▶ _Task brief_
Each of the records below must be reproduced exactly.

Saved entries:
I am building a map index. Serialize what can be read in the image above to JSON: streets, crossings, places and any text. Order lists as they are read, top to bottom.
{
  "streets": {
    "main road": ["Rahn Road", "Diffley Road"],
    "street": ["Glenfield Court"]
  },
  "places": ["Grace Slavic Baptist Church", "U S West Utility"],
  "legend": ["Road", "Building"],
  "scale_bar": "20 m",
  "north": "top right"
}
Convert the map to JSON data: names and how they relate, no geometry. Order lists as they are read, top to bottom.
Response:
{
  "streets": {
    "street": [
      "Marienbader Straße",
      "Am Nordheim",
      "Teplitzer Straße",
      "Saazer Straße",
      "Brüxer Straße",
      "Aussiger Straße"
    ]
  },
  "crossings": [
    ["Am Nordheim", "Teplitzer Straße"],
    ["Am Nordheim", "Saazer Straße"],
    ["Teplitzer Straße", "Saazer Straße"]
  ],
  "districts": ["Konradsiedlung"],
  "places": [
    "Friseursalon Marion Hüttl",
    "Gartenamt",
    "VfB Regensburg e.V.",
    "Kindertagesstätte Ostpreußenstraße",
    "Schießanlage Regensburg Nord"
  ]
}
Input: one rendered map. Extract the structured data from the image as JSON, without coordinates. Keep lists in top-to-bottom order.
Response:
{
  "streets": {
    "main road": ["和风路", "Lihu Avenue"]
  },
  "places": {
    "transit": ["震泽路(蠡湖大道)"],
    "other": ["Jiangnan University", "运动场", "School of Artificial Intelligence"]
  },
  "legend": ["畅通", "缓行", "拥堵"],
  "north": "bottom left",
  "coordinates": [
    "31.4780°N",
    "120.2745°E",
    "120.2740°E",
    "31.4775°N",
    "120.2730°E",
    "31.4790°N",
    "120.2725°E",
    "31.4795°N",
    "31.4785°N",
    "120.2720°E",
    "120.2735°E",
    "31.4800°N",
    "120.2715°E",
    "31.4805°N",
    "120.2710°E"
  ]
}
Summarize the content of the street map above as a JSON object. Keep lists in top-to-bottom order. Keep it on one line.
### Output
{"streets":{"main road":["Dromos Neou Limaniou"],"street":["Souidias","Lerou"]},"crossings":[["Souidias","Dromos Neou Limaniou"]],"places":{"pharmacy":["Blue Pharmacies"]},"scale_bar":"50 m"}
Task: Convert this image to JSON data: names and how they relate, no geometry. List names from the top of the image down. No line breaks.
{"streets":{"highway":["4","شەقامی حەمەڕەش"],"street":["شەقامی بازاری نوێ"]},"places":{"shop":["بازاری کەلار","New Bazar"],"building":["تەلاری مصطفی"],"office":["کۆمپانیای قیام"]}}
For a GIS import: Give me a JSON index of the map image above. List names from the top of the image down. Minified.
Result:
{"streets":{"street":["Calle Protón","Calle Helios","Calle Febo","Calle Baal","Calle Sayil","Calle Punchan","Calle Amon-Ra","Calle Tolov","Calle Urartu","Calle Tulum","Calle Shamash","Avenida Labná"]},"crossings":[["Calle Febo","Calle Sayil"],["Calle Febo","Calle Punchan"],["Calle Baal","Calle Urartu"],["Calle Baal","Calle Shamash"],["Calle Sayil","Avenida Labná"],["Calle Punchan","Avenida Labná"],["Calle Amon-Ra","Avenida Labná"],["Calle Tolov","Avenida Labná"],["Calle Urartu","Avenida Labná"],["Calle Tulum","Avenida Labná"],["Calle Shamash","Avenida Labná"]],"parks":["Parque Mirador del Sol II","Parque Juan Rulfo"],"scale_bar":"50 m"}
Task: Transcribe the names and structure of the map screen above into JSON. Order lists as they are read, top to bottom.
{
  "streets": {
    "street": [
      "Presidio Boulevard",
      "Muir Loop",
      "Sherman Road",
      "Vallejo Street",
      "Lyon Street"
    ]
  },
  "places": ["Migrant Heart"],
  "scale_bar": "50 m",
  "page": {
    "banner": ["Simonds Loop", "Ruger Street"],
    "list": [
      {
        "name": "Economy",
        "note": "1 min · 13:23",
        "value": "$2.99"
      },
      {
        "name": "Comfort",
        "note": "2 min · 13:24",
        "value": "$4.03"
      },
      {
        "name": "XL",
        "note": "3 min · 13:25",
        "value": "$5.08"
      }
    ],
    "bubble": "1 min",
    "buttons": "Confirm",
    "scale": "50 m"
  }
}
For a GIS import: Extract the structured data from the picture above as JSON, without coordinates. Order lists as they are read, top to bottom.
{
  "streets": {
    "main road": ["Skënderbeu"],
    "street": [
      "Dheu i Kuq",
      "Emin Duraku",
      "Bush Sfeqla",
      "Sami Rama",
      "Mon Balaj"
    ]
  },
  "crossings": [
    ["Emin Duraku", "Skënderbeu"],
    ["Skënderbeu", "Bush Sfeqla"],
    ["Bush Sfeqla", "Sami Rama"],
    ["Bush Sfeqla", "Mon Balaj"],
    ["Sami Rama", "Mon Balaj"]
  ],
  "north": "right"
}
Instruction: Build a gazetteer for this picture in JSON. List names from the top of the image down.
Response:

▶ _Written reply_
I am building a map index. Serialize what can be read in the image above to JSON: streets, crossings, places and any text. Order lists as they are read, top to bottom.
{
  "streets": {
    "main road": ["Rahn Road", "Diffley Road"],
    "street": ["Glenfield Court"]
  },
  "places": ["Grace Slavic Baptist Church", "U S West Utility"],
  "legend": ["Road", "Building"],
  "scale_bar": "20 m",
  "north": "top right"
}
Convert the map to JSON data: names and how they relate, no geometry. Order lists as they are read, top to bottom.
Response:
{
  "streets": {
    "street": [
      "Marienbader Straße",
      "Am Nordheim",
      "Teplitzer Straße",
      "Saazer Straße",
      "Brüxer Straße",
      "Aussiger Straße"
    ]
  },
  "crossings": [
    ["Am Nordheim", "Teplitzer Straße"],
    ["Am Nordheim", "Saazer Straße"],
    ["Teplitzer Straße", "Saazer Straße"]
  ],
  "districts": ["Konradsiedlung"],
  "places": [
    "Friseursalon Marion Hüttl",
    "Gartenamt",
    "VfB Regensburg e.V.",
    "Kindertagesstätte Ostpreußenstraße",
    "Schießanlage Regensburg Nord"
  ]
}
Input: one rendered map. Extract the structured data from the image as JSON, without coordinates. Keep lists in top-to-bottom order.
Response:
{
  "streets": {
    "main road": ["和风路", "Lihu Avenue"]
  },
  "places": {
    "transit": ["震泽路(蠡湖大道)"],
    "other": ["Jiangnan University", "运动场", "School of Artificial Intelligence"]
  },
  "legend": ["畅通", "缓行", "拥堵"],
  "north": "bottom left",
  "coordinates": [
    "31.4780°N",
    "120.2745°E",
    "120.2740°E",
    "31.4775°N",
    "120.2730°E",
    "31.4790°N",
    "120.2725°E",
    "31.4795°N",
    "31.4785°N",
    "120.2720°E",
    "120.2735°E",
    "31.4800°N",
    "120.2715°E",
    "31.4805°N",
    "120.2710°E"
  ]
}
Summarize the content of the street map above as a JSON object. Keep lists in top-to-bottom order. Keep it on one line.
### Output
{"streets":{"main road":["Dromos Neou Limaniou"],"street":["Souidias","Lerou"]},"crossings":[["Souidias","Dromos Neou Limaniou"]],"places":{"pharmacy":["Blue Pharmacies"]},"scale_bar":"50 m"}
Task: Convert this image to JSON data: names and how they relate, no geometry. List names from the top of the image down. No line breaks.
{"streets":{"highway":["4","شەقامی حەمەڕەش"],"street":["شەقامی بازاری نوێ"]},"places":{"shop":["بازاری کەلار","New Bazar"],"building":["تەلاری مصطفی"],"office":["کۆمپانیای قیام"]}}
For a GIS import: Give me a JSON index of the map image above. List names from the top of the image down. Minified.
Result:
{"streets":{"street":["Calle Protón","Calle Helios","Calle Febo","Calle Baal","Calle Sayil","Calle Punchan","Calle Amon-Ra","Calle Tolov","Calle Urartu","Calle Tulum","Calle Shamash","Avenida Labná"]},"crossings":[["Calle Febo","Calle Sayil"],["Calle Febo","Calle Punchan"],["Calle Baal","Calle Urartu"],["Calle Baal","Calle Shamash"],["Calle Sayil","Avenida Labná"],["Calle Punchan","Avenida Labná"],["Calle Amon-Ra","Avenida Labná"],["Calle Tolov","Avenida Labná"],["Calle Urartu","Avenida Labná"],["Calle Tulum","Avenida Labná"],["Calle Shamash","Avenida Labná"]],"parks":["Parque Mirador del Sol II","Parque Juan Rulfo"],"scale_bar":"50 m"}
Task: Transcribe the names and structure of the map screen above into JSON. Order lists as they are read, top to bottom.
{
  "streets": {
    "street": [
      "Presidio Boulevard",
      "Muir Loop",
      "Sherman Road",
      "Vallejo Street",
      "Lyon Street"
    ]
  },
  "places": ["Migrant Heart"],
  "scale_bar": "50 m",
  "page": {
    "banner": ["Simonds Loop", "Ruger Street"],
    "list": [
      {
        "name": "Economy",
        "note": "1 min · 13:23",
        "value": "$2.99"
      },
      {
        "name": "Comfort",
        "note": "2 min · 13:24",
        "value": "$4.03"
      },
      {
        "name": "XL",
        "note": "3 min · 13:25",
        "value": "$5.08"
      }
    ],
    "bubble": "1 min",
    "buttons": "Confirm",
    "scale": "50 m"
  }
}
For a GIS import: Extract the structured data from the picture above as JSON, without coordinates. Order lists as they are read, top to bottom.
{
  "streets": {
    "main road": ["Skënderbeu"],
    "street": [
      "Dheu i Kuq",
      "Emin Duraku",
      "Bush Sfeqla",
      "Sami Rama",
      "Mon Balaj"
    ]
  },
  "crossings": [
    ["Emin Duraku", "Skënderbeu"],
    ["Skënderbeu", "Bush Sfeqla"],
    ["Bush Sfeqla", "Sami Rama"],
    ["Bush Sfeqla", "Mon Balaj"],
    ["Sami Rama", "Mon Balaj"]
  ],
  "north": "right"
}
Instruction: Build a gazetteer for this picture in JSON. List names from the top of the image down.
Response:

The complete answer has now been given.